Each entry should be set down again verbatim, with the images omitted.
[Material for this task — start]
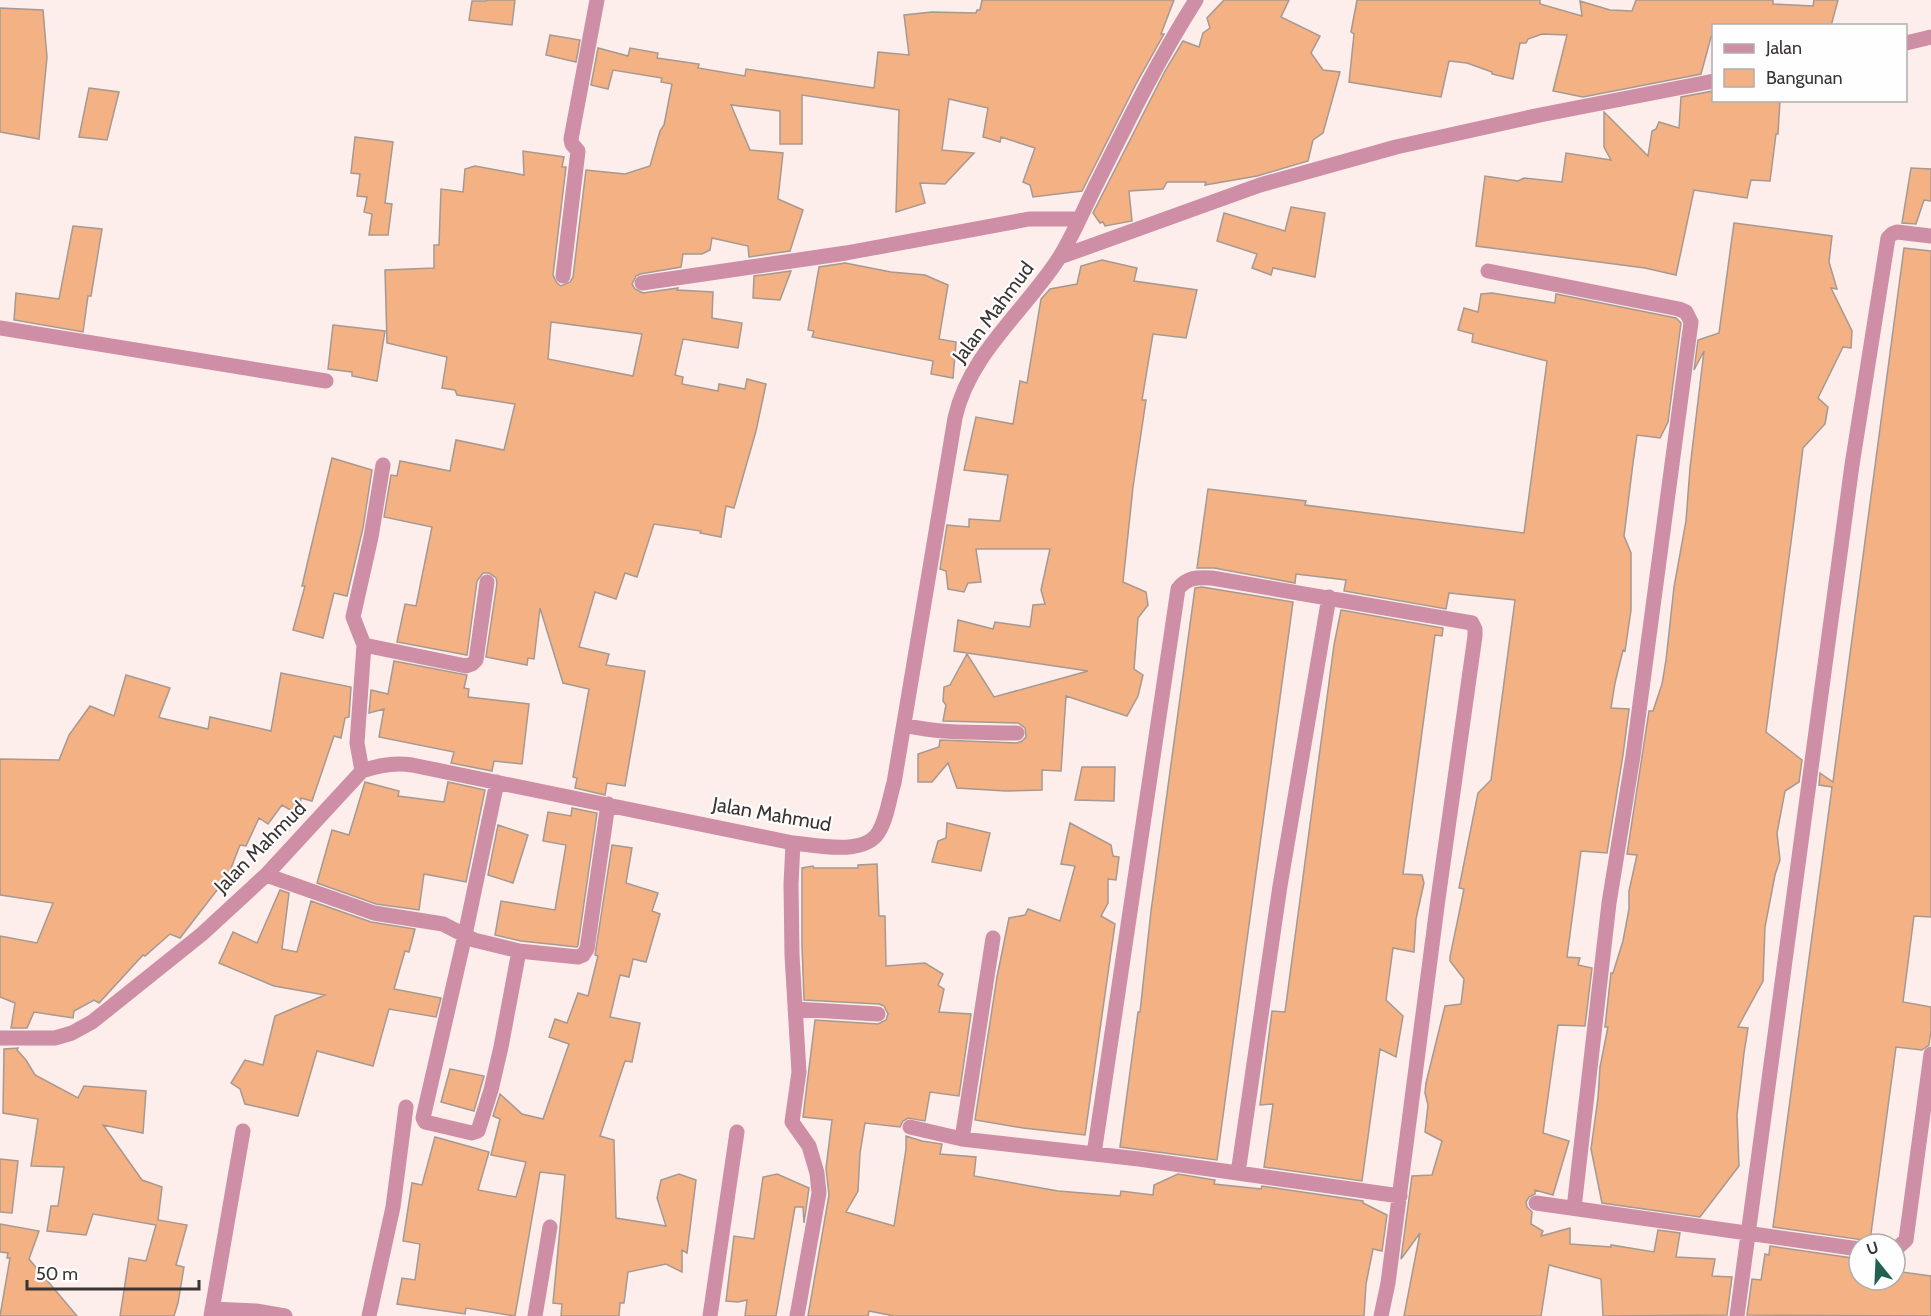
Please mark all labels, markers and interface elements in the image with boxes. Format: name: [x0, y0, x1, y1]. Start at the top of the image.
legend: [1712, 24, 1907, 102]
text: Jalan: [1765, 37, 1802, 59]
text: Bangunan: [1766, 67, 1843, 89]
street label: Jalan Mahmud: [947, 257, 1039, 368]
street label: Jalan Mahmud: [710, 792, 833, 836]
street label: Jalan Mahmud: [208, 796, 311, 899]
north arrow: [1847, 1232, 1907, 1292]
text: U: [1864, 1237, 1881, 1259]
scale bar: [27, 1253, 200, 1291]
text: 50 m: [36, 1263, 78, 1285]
[Material for this task — finish]
» Output for this exercise
Please mark all labels, markers and interface elements in the image with boxes. Format: name: [x0, y0, x1, y1]. Start at the top of the image.
legend: [1712, 24, 1907, 102]
text: Jalan: [1765, 37, 1802, 59]
text: Bangunan: [1766, 67, 1843, 89]
street label: Jalan Mahmud: [947, 257, 1039, 368]
street label: Jalan Mahmud: [710, 792, 833, 836]
street label: Jalan Mahmud: [208, 796, 311, 899]
north arrow: [1847, 1232, 1907, 1292]
text: U: [1864, 1237, 1881, 1259]
scale bar: [27, 1253, 200, 1291]
text: 50 m: [36, 1263, 78, 1285]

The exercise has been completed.